BPCE met la main sur la filiale bancaire d'Auchan, Oney Bank

BPCE n’ira pas à l’international avec sa banque en ligne allemande Fidor acquise à cette fin en 2016 – mais avec…  Oney Bank . Mardi, le groupe bancaire a annoncé son projet d’acquisition de 50,1 % de la filiale de services financiers d’Auchan. « Oney deviendra la banque digitale de proximité du groupe à l’international et bénéficiera des expertises des Caisses d’Epargne et des Banques Populaires pour se développer », a expliqué Laurent Mignon, qui préside le directoire du groupe BPCE. L’opération devrait être finalisée d’ici à l’été.

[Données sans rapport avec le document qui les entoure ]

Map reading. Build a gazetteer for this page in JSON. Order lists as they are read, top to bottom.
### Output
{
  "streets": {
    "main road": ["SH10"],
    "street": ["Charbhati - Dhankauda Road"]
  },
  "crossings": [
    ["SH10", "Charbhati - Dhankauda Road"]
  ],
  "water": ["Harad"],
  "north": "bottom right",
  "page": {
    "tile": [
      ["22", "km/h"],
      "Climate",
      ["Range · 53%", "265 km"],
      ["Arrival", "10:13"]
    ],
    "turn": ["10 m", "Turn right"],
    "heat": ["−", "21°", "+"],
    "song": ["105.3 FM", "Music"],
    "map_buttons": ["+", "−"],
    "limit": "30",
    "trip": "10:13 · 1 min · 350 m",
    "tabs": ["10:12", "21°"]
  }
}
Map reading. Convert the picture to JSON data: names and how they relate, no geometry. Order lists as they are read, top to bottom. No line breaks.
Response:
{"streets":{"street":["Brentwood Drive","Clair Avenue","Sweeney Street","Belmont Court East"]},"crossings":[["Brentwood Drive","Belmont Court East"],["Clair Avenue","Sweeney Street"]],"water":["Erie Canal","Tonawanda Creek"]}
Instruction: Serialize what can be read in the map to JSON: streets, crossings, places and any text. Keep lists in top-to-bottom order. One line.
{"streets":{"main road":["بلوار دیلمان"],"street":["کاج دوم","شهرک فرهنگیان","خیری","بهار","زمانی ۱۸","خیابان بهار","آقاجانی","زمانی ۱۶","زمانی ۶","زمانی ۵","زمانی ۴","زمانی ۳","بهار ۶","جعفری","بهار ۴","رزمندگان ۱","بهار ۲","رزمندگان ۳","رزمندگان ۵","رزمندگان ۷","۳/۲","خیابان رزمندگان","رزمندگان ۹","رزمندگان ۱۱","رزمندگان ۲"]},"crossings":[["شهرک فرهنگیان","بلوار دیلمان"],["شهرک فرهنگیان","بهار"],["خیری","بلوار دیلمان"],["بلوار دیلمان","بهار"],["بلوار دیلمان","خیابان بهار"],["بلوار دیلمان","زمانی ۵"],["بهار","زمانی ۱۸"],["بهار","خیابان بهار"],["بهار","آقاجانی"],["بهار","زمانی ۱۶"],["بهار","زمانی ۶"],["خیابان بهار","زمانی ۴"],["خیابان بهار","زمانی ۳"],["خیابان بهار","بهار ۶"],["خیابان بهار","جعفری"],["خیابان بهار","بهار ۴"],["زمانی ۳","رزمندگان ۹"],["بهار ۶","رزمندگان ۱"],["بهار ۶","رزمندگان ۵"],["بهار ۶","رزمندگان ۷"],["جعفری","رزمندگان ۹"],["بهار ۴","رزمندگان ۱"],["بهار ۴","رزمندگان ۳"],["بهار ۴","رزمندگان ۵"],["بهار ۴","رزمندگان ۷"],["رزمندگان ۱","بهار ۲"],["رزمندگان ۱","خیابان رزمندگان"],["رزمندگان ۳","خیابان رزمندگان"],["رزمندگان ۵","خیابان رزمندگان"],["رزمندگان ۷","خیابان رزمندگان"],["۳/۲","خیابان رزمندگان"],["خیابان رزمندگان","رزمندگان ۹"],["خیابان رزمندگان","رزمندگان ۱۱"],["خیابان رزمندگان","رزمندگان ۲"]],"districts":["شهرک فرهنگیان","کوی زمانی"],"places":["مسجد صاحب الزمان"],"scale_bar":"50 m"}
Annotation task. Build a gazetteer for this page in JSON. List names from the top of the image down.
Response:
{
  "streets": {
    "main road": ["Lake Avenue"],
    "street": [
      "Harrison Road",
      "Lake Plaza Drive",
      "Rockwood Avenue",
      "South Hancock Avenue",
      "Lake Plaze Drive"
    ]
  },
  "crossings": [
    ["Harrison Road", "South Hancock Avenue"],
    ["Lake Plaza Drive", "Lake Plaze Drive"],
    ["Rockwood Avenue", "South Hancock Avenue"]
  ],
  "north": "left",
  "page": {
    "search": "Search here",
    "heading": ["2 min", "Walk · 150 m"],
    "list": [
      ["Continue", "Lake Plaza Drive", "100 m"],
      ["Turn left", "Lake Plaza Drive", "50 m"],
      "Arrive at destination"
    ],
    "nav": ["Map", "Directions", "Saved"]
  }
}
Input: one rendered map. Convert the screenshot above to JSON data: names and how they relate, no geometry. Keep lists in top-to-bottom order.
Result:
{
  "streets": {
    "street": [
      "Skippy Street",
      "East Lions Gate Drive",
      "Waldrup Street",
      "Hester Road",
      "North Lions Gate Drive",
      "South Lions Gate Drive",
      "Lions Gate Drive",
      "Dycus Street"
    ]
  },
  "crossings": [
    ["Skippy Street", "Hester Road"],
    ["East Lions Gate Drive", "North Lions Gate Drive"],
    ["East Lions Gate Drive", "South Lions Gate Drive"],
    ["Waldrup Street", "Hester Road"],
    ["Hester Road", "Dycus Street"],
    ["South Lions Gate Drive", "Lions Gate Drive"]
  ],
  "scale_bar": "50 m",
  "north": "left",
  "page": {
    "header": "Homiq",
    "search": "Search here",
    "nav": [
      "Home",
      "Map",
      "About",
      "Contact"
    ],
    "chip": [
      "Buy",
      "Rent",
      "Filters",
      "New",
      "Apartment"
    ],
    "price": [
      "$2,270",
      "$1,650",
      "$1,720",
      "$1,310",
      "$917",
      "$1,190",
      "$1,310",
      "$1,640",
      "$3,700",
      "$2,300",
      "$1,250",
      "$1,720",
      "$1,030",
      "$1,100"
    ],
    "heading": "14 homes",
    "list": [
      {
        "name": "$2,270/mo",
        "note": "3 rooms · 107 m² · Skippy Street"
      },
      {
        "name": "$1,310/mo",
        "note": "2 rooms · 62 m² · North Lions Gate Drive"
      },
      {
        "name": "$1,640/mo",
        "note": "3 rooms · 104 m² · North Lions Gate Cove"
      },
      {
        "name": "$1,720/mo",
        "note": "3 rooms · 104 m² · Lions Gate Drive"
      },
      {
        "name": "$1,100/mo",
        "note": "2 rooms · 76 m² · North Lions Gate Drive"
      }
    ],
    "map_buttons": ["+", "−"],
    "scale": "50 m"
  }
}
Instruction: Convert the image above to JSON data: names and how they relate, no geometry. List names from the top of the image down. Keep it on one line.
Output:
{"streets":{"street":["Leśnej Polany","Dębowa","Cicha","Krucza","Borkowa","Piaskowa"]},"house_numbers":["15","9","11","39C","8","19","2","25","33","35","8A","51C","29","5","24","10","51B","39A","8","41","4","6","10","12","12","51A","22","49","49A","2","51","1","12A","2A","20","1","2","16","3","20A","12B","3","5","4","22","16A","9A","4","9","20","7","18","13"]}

Le montant de l’acquisition n’a pas été dévoilé. Récemment, le site espagnol Bolsamania avait évoqué une valorisation de 500 millions d’euros pour l’ensemble de la filiale d’Auchan, convoitée également par Santander. Au global, cette transaction aura un impact de 15 points de base sur le ratio de fonds propres CET1 de BPCE (15,5 % à fin 2018).

Présent dans onze pays

Pour BPCE, cette opération vise surtout à accélérer son développement européen en banque de détail. Oney Bank est présent dans 11 pays et propose notamment des offres de crédit à la consommation sur lieu de vente à ses 7,6 millions de clients. « Ce n’est pas le cas des  Caisses d’Epargne et des Banques Populaires. Leurs offres sont complémentaires. Notre groupe va aider Oney à se développer notamment dans les cartes et les comptes courants. Tout cela sera prêt en 2020 », détaille encore Laurent Mignon. En parallèle, le groupe veut accélérer la vente de sa banque en ligne Fidor : « On pourra avoir assez vite avec des réponses sur l’avenir de Fidor », indique Laurent Mignon.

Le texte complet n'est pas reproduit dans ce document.